The Epstein Files as a Geopolitical Weapon
The DOJ release, China's currency ambitions, and Australia caught in between.
Australia is building submarines to fight a navy it helps construct, paying for the privilege in that navy’s own currency. That is the centrepiece of Australian grand strategy in 2026.
The country sells iron ore to China, increasingly settles the trade in renminbi, and funnels the security dividends into AUKUS, the trilateral pact with the US and UK that is delivering nuclear-powered submarines meant to counter Chinese naval expansion. It has bet its prosperity on one great power and its security on another, at the precise moment both are starting to demand it pick a side. Three events in January made that contradiction impossible to ignore.
The US Department of Justice released 3.5 million pages of Epstein files. Within 24 hours, Beijing published the full text of a two-year-old Xi Jinping speech on building a financial powerhouse. And at Davos, Canadian Prime Minister Mark Carney told the global elite the rules-based order was finished, calling the moment a rupture, not a transition.
Pick any one of those. It would take years to process. All three hit in the same week.
Senator Ron Wyden described the Epstein revelations as evidence of a pervasive culture of lawlessness on Wall Street. That phrase does more geopolitical work than any think tank paper published this decade. The released documents suggest that banks charged with policing the global financial system routinely bypassed their own protocols to accommodate what the files call the Epstein class. Not rogue employees. Systems. Compliance departments. Intelligence agencies that, according to the files, appeared to look the other way.
For Beijing, this is a gift. State media have spent years calling the Western rules-based order a hypocritical front. Now they have receipts. Millions of pages of them. Released by the American government itself.
Xi’s speech, published in the CCP journal Qiushi with exquisite timing, leans right into the opening. The concept of Yi Li, righteousness over profit, gets deployed not as philosophy but as brand positioning. Finance should serve the real economy, not sit on top of it like a parasite. After 2008, after the crypto collapses, after the Epstein files, that pitch lands differently in Jakarta and Brasilia than it does in Washington.
The first of Xi’s six directives is the one that matters: the renminbi must become a global reserve currency. Goldman Sachs estimates the yuan is about 25% undervalued on a trade basis. That is not a bug. It is stored energy. Years of suppressed appreciation that the People’s Bank of China can release slowly, making RMB assets more valuable for every country holding them.
For Australia, the sharpest edge of all this is the BHP deal.
Australia’s largest miner reportedly agreed to settle a third of its spot iron ore sales in renminbi. Iron ore is the country’s most valuable export.

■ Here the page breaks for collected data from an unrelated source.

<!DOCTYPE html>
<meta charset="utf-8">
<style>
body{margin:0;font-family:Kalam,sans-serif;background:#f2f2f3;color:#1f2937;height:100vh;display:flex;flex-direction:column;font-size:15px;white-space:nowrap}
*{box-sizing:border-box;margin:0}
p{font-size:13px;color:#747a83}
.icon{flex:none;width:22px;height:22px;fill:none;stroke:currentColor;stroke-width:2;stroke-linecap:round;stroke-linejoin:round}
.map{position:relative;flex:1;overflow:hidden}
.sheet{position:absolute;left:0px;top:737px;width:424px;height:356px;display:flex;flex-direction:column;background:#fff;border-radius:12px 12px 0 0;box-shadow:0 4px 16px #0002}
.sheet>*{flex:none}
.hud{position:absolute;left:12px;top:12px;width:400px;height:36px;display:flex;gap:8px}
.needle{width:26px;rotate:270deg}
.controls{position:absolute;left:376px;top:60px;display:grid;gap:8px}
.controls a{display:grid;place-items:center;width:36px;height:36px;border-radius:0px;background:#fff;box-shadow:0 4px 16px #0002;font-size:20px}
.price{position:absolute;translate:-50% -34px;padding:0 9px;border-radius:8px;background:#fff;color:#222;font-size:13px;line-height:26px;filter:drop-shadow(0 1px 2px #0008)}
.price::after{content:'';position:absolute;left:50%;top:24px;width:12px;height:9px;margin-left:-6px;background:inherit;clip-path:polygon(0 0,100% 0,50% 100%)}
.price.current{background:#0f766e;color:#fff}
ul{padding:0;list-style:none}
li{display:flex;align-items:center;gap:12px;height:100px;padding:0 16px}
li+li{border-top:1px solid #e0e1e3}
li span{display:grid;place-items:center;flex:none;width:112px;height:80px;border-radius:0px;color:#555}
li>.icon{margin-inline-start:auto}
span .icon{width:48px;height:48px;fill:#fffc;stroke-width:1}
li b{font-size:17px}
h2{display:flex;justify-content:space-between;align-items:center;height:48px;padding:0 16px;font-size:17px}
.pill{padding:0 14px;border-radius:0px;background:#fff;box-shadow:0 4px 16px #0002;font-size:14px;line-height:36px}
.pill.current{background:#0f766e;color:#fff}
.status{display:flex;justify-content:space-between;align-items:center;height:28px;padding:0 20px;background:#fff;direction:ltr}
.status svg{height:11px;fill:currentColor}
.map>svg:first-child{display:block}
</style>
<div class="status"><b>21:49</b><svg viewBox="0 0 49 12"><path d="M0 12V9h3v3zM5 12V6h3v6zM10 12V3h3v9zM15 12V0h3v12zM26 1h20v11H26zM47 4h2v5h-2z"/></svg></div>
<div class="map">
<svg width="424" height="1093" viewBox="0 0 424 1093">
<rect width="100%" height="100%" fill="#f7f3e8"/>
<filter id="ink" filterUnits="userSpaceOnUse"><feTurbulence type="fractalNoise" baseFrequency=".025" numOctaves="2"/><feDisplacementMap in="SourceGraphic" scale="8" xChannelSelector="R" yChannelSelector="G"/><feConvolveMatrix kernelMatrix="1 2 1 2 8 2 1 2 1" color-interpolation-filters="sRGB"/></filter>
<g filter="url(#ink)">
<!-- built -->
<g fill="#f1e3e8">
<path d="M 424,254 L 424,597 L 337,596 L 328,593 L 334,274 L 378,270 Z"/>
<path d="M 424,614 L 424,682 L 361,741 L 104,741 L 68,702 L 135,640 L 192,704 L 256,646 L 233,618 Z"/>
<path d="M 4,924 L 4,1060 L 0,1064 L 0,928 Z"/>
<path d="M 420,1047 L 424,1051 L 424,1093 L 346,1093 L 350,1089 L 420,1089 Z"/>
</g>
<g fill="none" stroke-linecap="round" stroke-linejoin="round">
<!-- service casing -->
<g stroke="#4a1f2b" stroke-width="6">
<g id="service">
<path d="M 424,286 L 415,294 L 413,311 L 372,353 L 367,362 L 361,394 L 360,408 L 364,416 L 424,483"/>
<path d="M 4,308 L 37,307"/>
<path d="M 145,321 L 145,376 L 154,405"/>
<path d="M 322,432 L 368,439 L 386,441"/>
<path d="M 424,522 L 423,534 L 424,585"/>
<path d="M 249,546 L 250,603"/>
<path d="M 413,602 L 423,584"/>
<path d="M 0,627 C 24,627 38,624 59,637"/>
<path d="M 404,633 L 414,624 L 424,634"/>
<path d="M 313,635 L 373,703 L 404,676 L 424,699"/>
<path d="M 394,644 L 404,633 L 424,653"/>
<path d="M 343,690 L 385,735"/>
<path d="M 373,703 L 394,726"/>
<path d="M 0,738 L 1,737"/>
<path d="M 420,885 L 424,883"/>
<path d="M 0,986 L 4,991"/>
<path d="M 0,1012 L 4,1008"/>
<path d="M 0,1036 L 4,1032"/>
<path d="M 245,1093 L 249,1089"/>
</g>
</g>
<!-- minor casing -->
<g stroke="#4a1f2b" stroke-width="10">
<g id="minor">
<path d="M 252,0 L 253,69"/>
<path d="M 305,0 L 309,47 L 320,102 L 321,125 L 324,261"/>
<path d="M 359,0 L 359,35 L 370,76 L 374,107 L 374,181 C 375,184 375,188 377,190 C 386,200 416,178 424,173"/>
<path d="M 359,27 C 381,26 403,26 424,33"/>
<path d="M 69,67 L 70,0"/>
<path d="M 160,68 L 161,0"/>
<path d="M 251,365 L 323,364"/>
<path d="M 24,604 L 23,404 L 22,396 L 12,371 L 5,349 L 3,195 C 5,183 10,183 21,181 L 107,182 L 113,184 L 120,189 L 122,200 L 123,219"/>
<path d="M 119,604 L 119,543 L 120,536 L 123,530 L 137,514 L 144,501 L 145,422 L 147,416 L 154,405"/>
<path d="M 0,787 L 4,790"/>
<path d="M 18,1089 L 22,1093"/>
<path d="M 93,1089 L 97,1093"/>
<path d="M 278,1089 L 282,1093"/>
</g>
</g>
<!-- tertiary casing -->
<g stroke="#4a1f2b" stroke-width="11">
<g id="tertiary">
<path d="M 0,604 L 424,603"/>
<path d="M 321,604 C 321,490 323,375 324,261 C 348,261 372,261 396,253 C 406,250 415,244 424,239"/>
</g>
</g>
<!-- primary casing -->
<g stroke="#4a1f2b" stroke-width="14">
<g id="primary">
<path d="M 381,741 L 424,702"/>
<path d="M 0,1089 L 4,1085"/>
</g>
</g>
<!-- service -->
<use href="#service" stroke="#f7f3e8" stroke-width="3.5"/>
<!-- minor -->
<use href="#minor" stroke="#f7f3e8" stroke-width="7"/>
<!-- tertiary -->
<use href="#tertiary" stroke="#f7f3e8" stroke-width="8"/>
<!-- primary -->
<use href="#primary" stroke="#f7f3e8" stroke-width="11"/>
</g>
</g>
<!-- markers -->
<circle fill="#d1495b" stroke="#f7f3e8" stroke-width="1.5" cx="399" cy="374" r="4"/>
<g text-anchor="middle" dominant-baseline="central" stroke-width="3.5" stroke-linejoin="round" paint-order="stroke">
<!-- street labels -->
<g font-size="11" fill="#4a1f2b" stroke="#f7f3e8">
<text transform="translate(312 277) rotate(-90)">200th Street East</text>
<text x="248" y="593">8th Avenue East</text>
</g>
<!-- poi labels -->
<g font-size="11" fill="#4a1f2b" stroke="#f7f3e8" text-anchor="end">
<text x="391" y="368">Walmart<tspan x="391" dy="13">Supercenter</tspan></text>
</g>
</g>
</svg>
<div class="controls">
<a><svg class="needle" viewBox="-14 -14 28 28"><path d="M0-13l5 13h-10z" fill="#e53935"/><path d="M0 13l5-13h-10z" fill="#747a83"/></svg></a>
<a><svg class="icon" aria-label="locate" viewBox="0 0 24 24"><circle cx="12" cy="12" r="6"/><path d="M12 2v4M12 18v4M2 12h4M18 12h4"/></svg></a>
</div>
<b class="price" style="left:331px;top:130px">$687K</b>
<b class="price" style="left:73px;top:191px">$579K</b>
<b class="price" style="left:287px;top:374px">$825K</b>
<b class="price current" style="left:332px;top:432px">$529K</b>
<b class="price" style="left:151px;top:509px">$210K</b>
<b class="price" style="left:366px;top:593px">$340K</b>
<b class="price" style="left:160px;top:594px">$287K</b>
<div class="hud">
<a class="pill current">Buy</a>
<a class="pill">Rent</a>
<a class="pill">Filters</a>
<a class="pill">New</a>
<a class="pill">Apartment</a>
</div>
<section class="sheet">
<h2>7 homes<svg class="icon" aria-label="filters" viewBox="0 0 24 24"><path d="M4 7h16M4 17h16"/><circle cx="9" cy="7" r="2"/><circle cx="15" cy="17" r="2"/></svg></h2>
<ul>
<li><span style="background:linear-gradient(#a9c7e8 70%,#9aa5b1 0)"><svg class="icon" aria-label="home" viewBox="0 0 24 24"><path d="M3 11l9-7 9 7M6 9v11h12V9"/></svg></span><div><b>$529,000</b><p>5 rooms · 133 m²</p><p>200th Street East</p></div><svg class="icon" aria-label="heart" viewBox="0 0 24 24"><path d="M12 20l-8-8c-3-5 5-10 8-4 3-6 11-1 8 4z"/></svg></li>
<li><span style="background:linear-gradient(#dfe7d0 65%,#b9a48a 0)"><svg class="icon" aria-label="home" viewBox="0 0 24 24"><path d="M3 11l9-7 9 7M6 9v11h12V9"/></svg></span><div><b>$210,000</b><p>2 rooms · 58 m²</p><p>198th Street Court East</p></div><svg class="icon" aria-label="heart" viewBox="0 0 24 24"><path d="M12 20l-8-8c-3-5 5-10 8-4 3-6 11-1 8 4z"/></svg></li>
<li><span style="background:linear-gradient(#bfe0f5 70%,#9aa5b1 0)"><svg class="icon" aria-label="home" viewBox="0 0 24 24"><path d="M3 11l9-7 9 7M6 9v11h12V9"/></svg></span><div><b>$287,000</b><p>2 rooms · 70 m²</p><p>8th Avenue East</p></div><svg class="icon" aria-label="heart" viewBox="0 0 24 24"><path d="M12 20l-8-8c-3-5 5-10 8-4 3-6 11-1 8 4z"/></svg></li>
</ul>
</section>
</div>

Every tonne used to move in US dollars. Not anymore. Analysts are calling it the start of a ferro-yuan system, commodity flows priced and settled in RMB, reinforcing China’s currency the way oil reinforced the dollar fifty years ago. For BHP, maybe it cuts transaction costs. For the country, it means a growing slice of national income now sits in a currency controlled by a state that has shown it will weaponize trade when it suits.
A University of Technology Sydney report found that only 0.2% of Australian exports were invoiced in RMB last financial year. Every major Australian bank has pulled out of Asia over the past decade. So if an Australian firm needs to hedge or settle in renminbi, it has to go through the local branch of a Chinese state-owned bank. The data on Australia’s most important trade relationship now lives on foreign ledgers. Regulators can barely see it.
Carney’s Davos speech named the problem. He said hegemons cannot continually monetize their relationships without pushing allies to hedge. His prescription, what he called variable geometry, meaning flexible, issue-by-issue coalitions among middle powers rather than rigid Cold War blocs, boiled down to: stop pretending the old alliances work. Australian Treasurer Jim Chalmers called the speech stunning. That word is doing a lot of heavy lifting, because Carney was describing the exact trap Australia is already sitting in.
Through AUKUS, Australia is bolting its military to the United States. Through its commodity trade, it is bolting its income to China. The iron ore that builds Chinese warships now settles in the currency that funds the Chinese state. The United States Studies Centre proposed a National Economic Security Agency to deal with this. Recommended strategic indispensability over spreading bets thin.
The Epstein files make even the values argument harder to sell. Australian leaders have long justified the American alliance on shared principles: democracy, rule of law, human rights. When the senior partner’s legal system is credibly accused of functioning as a shield for the connected rather than the vulnerable, that pitch starts to collapse. Beijing does not need its moral governance line believed in Canberra. It just needs the American alternative doubted.
The old world is dying, and the new world struggles to be born: now is the time of monsters. Australia is not a monster. It is something worse off: a middle power that bet its security on one giant and its prosperity on another, right as both start demanding it pick a side.